┌──

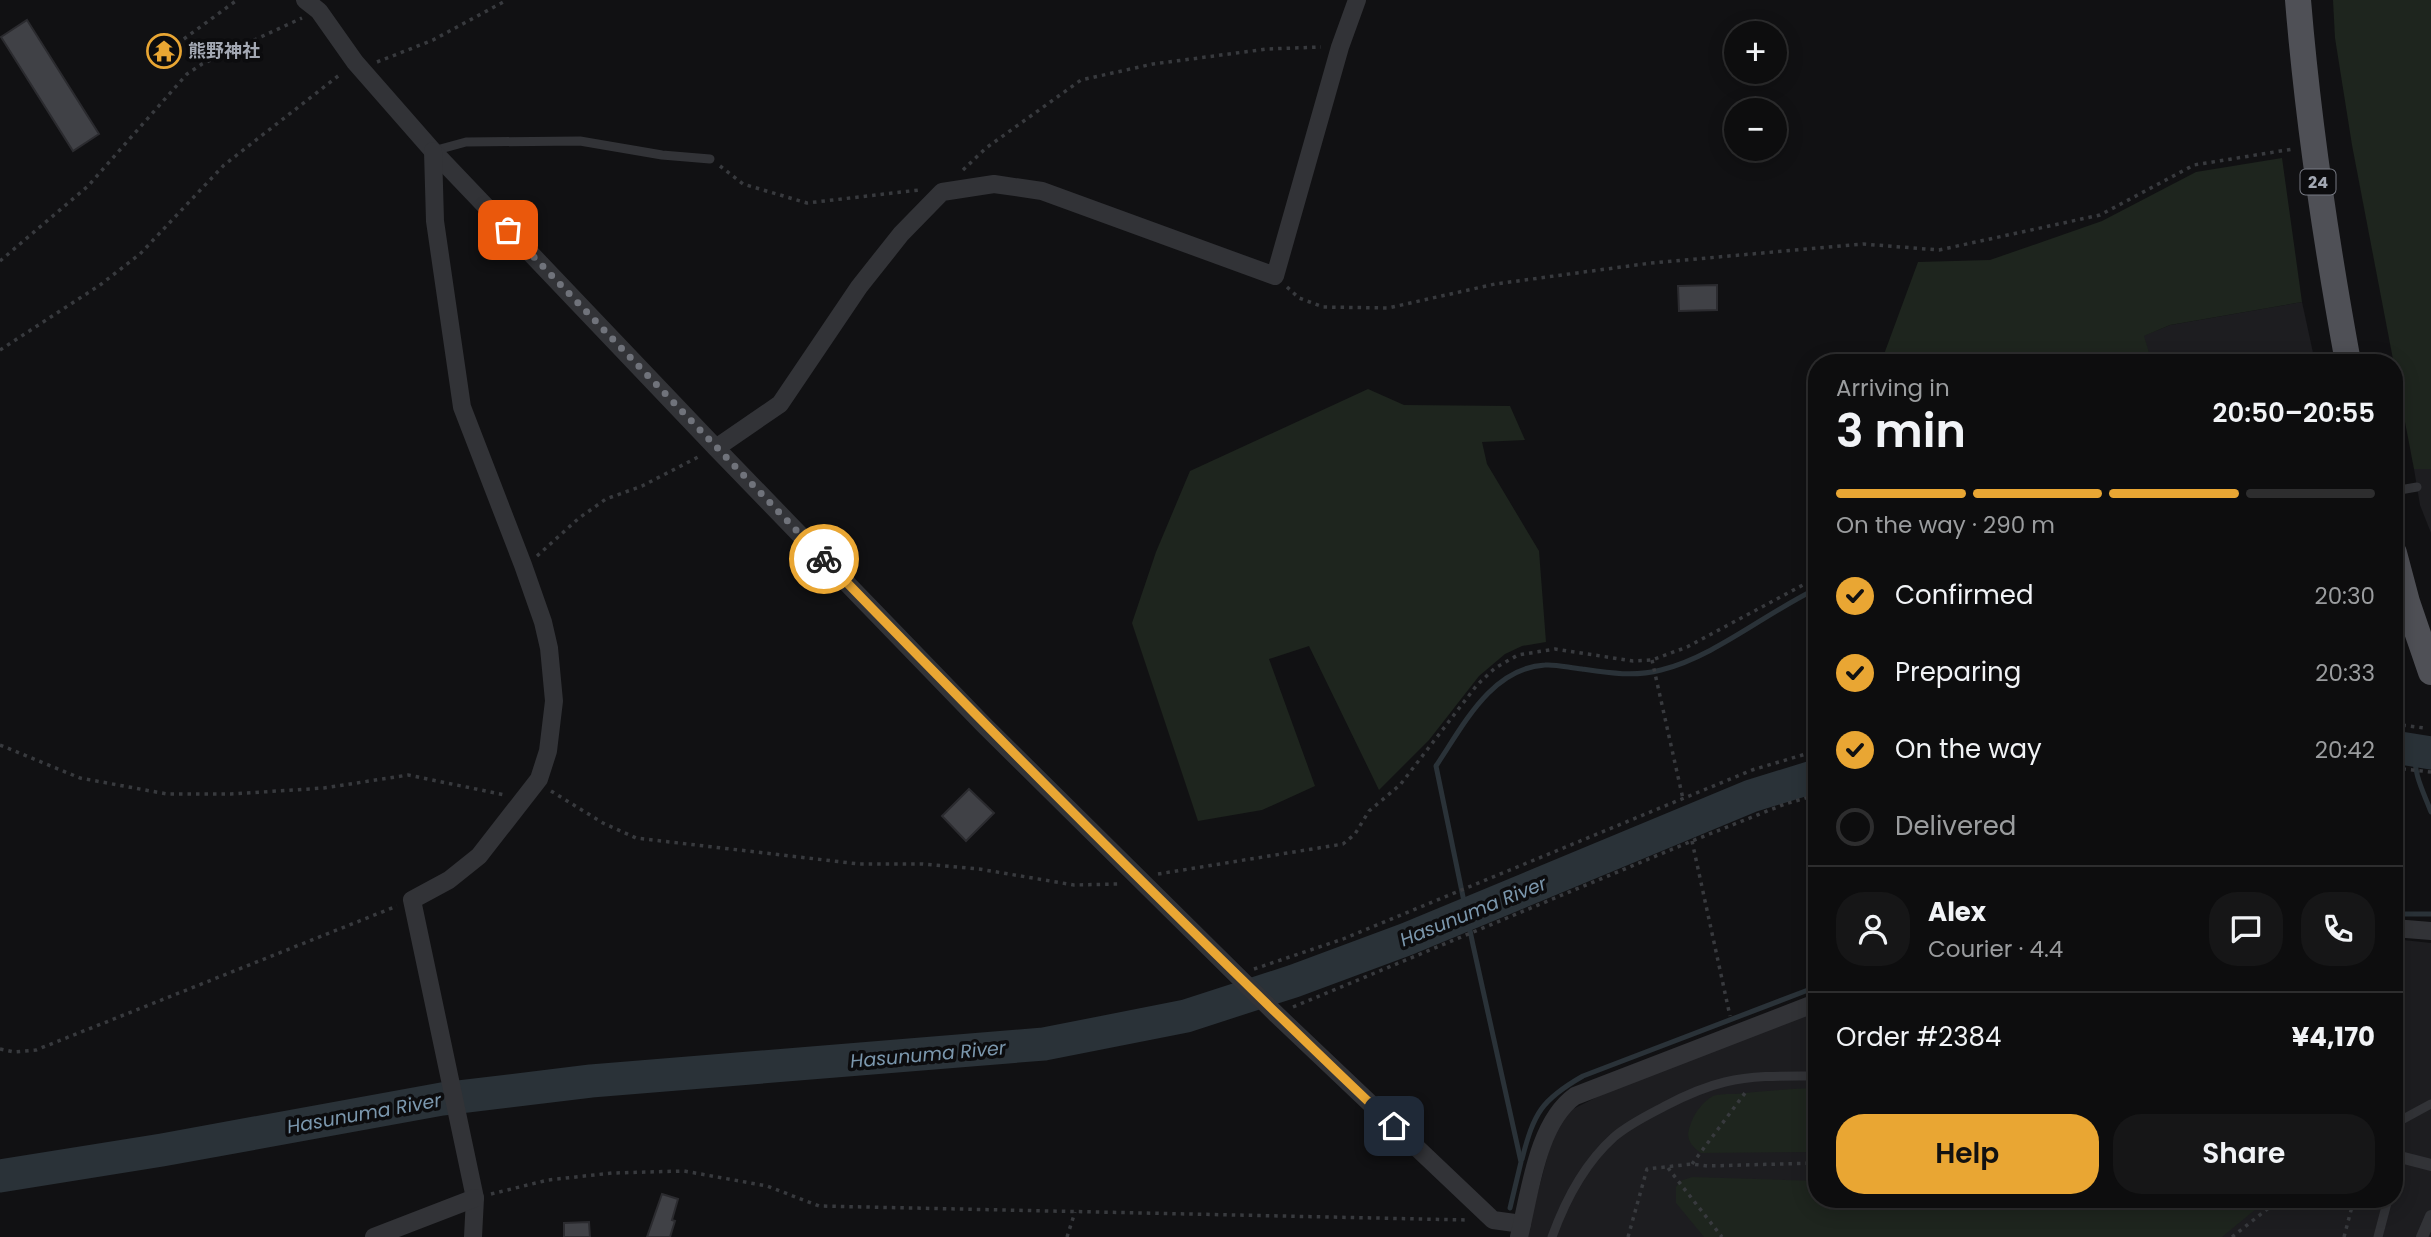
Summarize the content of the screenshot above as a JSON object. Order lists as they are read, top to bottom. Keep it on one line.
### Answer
{"streets":{"main road":["24"]},"water":["Hasunuma River"],"places":{"temple":["熊野神社"]},"page":{"map_buttons":["+","−"],"heading":["3 min","Arriving in","20:50–20:55"],"panel":["Alex","Courier · 4.4","Order #2384","¥4,170"],"bar":"On the way · 290 m","list":[["Confirmed","20:30"],["Preparing","20:33"],["On the way","20:42"],"Delivered"],"buttons":["Help","Share"]}}
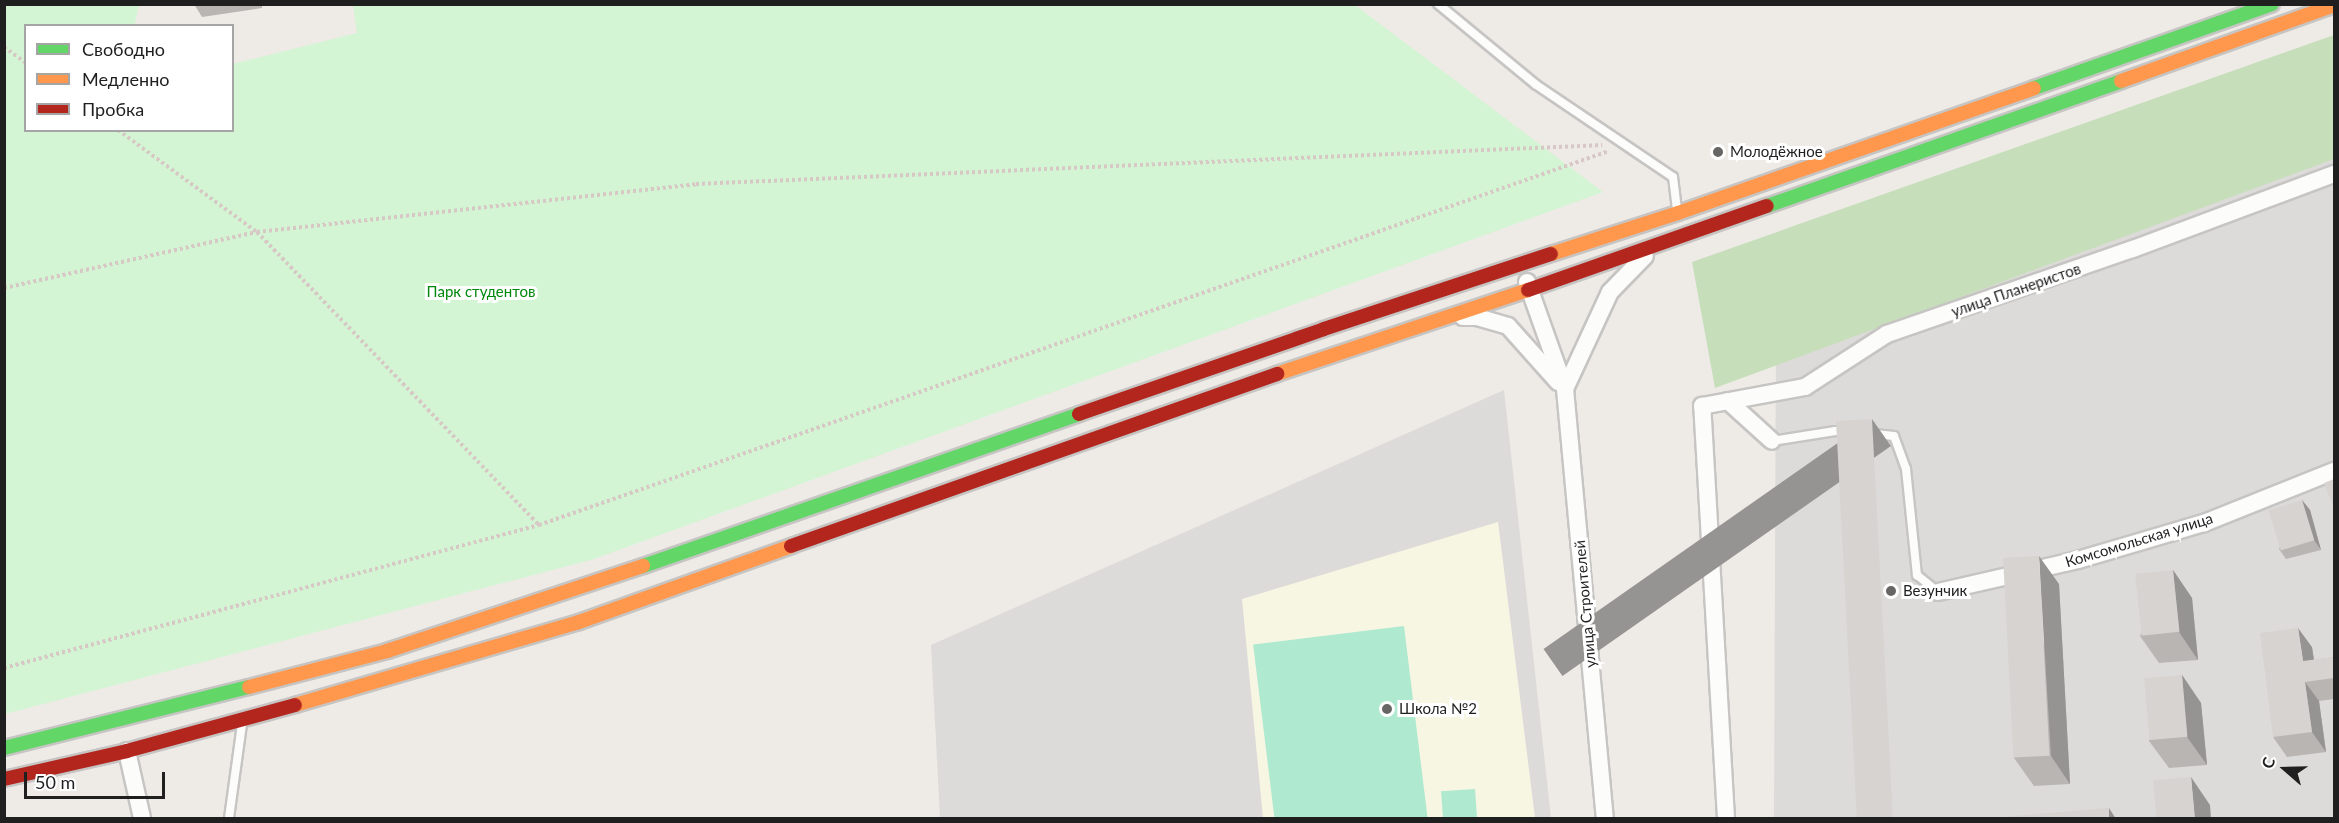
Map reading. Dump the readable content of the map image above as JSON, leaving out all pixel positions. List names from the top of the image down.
{
  "streets": {
    "street": ["улица Планеристов", "Комсомольская улица", "улица Строителей"]
  },
  "parks": ["Парк студентов"],
  "places": ["Молодёжное", "Везунчик", "Школа №2"],
  "legend": ["Свободно", "Медленно", "Пробка"],
  "scale_bar": "50 m",
  "north": "left"
}
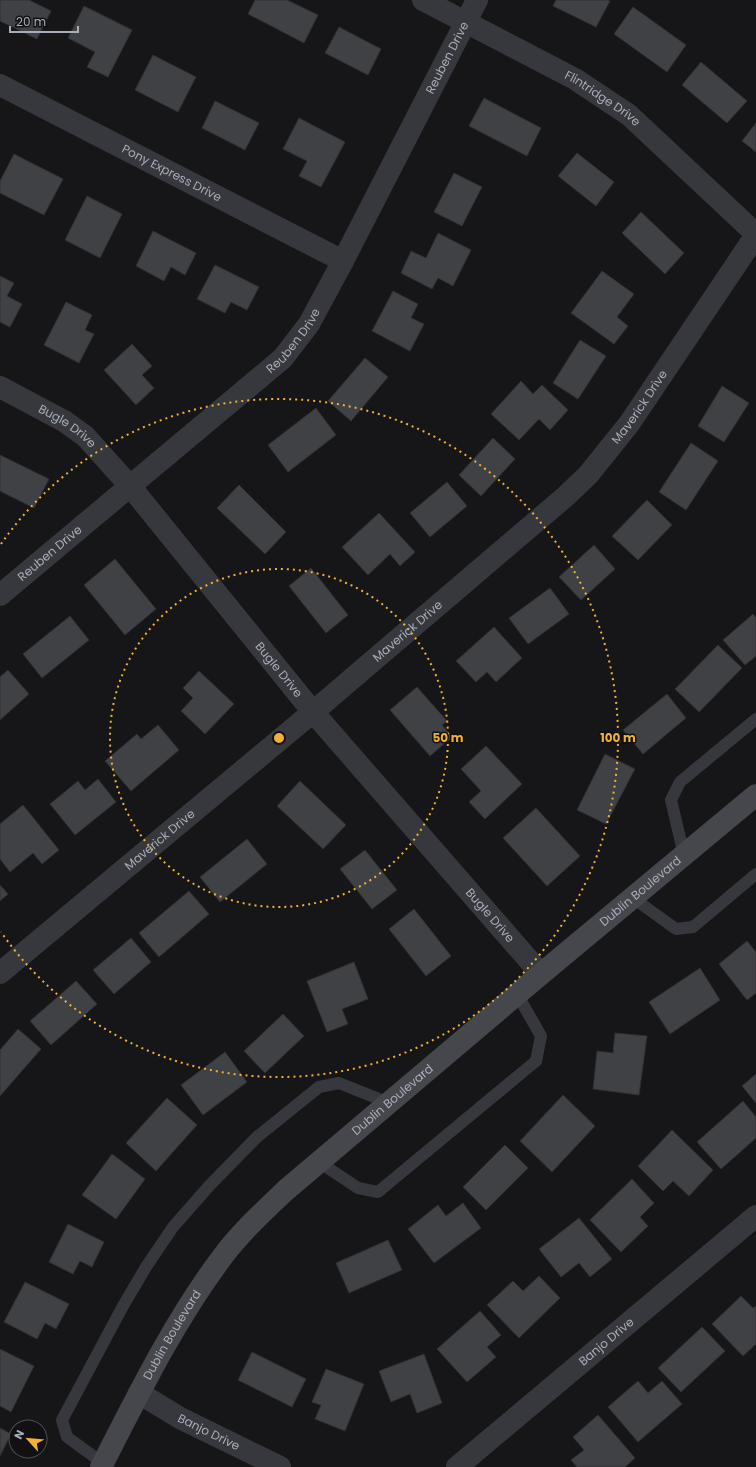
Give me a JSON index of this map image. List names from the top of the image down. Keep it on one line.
{"streets":{"main road":["Dublin Boulevard"],"street":["Reuben Drive","Flintridge Drive","Pony Express Drive","Maverick Drive","Bugle Drive","Banjo Drive"]},"crossings":[["Reuben Drive","Flintridge Drive"],["Reuben Drive","Pony Express Drive"],["Reuben Drive","Bugle Drive"],["Flintridge Drive","Maverick Drive"],["Maverick Drive","Bugle Drive"],["Bugle Drive","Dublin Boulevard"],["Dublin Boulevard","Banjo Drive"]],"scale_bar":"20 m","north":"top left","rings":["50 m","100 m"]}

└──

• **Work instructions**
Once the pictures are set aside, repeat the data above exactly.

• **Response box**
Summarize the content of the screenshot above as a JSON object. Order lists as they are read, top to bottom. Keep it on one line.
### Answer
{"streets":{"main road":["24"]},"water":["Hasunuma River"],"places":{"temple":["熊野神社"]},"page":{"map_buttons":["+","−"],"heading":["3 min","Arriving in","20:50–20:55"],"panel":["Alex","Courier · 4.4","Order #2384","¥4,170"],"bar":"On the way · 290 m","list":[["Confirmed","20:30"],["Preparing","20:33"],["On the way","20:42"],"Delivered"],"buttons":["Help","Share"]}}
Map reading. Dump the readable content of the map image above as JSON, leaving out all pixel positions. List names from the top of the image down.
{
  "streets": {
    "street": ["улица Планеристов", "Комсомольская улица", "улица Строителей"]
  },
  "parks": ["Парк студентов"],
  "places": ["Молодёжное", "Везунчик", "Школа №2"],
  "legend": ["Свободно", "Медленно", "Пробка"],
  "scale_bar": "50 m",
  "north": "left"
}
Give me a JSON index of this map image. List names from the top of the image down. Keep it on one line.
{"streets":{"main road":["Dublin Boulevard"],"street":["Reuben Drive","Flintridge Drive","Pony Express Drive","Maverick Drive","Bugle Drive","Banjo Drive"]},"crossings":[["Reuben Drive","Flintridge Drive"],["Reuben Drive","Pony Express Drive"],["Reuben Drive","Bugle Drive"],["Flintridge Drive","Maverick Drive"],["Maverick Drive","Bugle Drive"],["Bugle Drive","Dublin Boulevard"],["Dublin Boulevard","Banjo Drive"]],"scale_bar":"20 m","north":"top left","rings":["50 m","100 m"]}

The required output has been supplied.